------ Data extract ------

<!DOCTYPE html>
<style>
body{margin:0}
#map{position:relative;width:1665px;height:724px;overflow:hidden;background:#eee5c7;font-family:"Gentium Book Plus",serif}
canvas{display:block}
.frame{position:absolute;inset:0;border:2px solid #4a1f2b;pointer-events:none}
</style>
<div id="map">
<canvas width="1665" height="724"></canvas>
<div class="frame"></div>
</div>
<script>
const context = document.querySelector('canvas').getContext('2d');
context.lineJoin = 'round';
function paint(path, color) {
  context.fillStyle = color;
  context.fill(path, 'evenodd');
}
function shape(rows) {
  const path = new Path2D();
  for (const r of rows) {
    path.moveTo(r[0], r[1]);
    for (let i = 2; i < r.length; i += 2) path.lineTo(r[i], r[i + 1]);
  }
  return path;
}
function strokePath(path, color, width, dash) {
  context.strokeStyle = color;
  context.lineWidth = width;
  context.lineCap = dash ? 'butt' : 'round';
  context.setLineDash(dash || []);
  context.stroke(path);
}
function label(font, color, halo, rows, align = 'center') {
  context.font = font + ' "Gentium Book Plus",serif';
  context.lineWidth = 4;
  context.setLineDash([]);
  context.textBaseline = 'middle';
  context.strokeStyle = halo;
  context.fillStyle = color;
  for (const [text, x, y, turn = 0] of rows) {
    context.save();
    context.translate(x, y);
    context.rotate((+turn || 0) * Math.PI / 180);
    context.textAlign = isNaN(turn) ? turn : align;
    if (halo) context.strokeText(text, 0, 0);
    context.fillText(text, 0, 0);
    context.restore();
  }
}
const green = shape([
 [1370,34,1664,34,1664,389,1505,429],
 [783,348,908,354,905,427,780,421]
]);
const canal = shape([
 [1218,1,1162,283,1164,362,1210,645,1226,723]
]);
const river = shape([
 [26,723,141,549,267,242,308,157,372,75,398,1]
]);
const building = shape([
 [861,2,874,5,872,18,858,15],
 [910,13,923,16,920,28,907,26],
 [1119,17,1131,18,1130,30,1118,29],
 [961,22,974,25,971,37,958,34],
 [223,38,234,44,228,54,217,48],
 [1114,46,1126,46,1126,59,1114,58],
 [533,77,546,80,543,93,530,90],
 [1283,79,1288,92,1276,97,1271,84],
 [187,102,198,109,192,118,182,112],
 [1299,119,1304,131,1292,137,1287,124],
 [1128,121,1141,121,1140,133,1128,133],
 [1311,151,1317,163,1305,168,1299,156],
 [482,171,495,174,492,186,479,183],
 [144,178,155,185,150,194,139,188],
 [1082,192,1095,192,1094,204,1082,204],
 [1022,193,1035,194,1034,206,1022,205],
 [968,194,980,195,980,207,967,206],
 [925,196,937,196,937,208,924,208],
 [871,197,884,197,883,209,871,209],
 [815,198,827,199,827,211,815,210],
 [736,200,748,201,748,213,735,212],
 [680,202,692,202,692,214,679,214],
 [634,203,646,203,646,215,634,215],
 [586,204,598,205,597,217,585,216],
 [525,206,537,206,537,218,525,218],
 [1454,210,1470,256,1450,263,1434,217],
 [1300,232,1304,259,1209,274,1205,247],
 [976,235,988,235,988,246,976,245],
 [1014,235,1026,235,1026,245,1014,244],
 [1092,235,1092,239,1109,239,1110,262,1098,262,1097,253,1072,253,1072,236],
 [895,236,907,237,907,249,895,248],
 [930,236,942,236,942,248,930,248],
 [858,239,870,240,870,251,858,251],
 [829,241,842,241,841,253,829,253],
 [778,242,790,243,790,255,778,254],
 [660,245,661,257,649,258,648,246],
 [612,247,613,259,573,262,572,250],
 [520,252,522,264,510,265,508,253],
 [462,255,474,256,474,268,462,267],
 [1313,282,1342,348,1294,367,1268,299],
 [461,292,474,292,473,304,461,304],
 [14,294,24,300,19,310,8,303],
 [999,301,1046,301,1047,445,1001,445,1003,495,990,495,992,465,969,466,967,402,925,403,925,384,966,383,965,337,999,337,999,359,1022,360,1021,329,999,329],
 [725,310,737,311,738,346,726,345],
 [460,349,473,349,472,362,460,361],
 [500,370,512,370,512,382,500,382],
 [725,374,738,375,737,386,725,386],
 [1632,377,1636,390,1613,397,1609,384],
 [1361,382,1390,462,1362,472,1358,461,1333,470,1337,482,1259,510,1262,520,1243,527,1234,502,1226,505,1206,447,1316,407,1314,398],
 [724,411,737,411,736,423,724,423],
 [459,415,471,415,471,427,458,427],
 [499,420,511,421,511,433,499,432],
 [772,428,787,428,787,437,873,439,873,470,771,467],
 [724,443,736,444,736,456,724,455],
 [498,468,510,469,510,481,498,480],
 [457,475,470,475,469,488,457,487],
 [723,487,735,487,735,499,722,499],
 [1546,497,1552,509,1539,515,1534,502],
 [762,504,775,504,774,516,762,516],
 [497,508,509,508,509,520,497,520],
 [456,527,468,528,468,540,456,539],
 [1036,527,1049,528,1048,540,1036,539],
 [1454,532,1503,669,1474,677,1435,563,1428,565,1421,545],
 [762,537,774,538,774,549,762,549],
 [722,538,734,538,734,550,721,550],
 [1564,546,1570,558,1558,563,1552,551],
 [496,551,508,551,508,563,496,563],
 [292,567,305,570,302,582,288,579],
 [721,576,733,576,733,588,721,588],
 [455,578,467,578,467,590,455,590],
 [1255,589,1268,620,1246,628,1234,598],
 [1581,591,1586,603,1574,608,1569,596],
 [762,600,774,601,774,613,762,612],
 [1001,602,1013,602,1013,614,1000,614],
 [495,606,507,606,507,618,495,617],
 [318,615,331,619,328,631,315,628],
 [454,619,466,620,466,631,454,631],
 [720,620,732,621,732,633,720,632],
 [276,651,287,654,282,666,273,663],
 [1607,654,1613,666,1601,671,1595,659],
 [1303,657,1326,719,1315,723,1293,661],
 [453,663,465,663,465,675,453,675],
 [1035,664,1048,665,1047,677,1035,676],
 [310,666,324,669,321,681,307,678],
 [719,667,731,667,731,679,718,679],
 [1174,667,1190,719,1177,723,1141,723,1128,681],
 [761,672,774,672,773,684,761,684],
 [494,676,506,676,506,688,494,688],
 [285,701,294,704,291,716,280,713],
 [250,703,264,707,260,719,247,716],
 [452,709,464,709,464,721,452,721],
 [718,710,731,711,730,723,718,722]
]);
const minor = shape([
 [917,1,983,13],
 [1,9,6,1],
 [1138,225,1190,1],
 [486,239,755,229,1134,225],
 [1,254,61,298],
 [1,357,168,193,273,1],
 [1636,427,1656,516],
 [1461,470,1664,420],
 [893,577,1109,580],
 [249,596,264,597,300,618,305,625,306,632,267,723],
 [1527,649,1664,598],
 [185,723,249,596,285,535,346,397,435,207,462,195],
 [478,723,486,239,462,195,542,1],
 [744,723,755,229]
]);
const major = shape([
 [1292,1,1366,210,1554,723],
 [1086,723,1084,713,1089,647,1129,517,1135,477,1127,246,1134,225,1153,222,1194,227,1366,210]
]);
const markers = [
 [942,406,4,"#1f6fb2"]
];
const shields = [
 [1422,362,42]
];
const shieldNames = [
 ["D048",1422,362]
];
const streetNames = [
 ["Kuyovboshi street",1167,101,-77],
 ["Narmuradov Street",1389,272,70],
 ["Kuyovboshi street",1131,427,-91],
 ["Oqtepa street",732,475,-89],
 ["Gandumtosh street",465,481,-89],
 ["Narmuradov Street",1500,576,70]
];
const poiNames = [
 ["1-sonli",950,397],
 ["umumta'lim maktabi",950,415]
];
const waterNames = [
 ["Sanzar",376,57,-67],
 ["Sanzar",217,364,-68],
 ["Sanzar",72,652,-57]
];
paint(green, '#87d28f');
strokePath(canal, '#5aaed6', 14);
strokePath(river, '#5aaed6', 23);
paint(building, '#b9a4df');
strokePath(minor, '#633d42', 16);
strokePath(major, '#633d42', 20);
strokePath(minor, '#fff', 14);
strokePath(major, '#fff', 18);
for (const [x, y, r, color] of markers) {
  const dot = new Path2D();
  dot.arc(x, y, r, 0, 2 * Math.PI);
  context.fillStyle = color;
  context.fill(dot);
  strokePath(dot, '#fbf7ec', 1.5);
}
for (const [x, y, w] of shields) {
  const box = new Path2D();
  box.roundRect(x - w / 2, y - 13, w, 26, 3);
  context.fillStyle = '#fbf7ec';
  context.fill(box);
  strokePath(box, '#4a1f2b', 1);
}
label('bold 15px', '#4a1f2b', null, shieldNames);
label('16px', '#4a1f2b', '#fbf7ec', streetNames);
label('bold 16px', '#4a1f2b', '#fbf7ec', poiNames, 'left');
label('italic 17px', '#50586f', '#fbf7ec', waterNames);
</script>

------

The expected answer is every line above in which the word "waterNames" appears.

§ **Solution for this problem**:
const waterNames = [
label('italic 17px', '#50586f', '#fbf7ec', waterNames);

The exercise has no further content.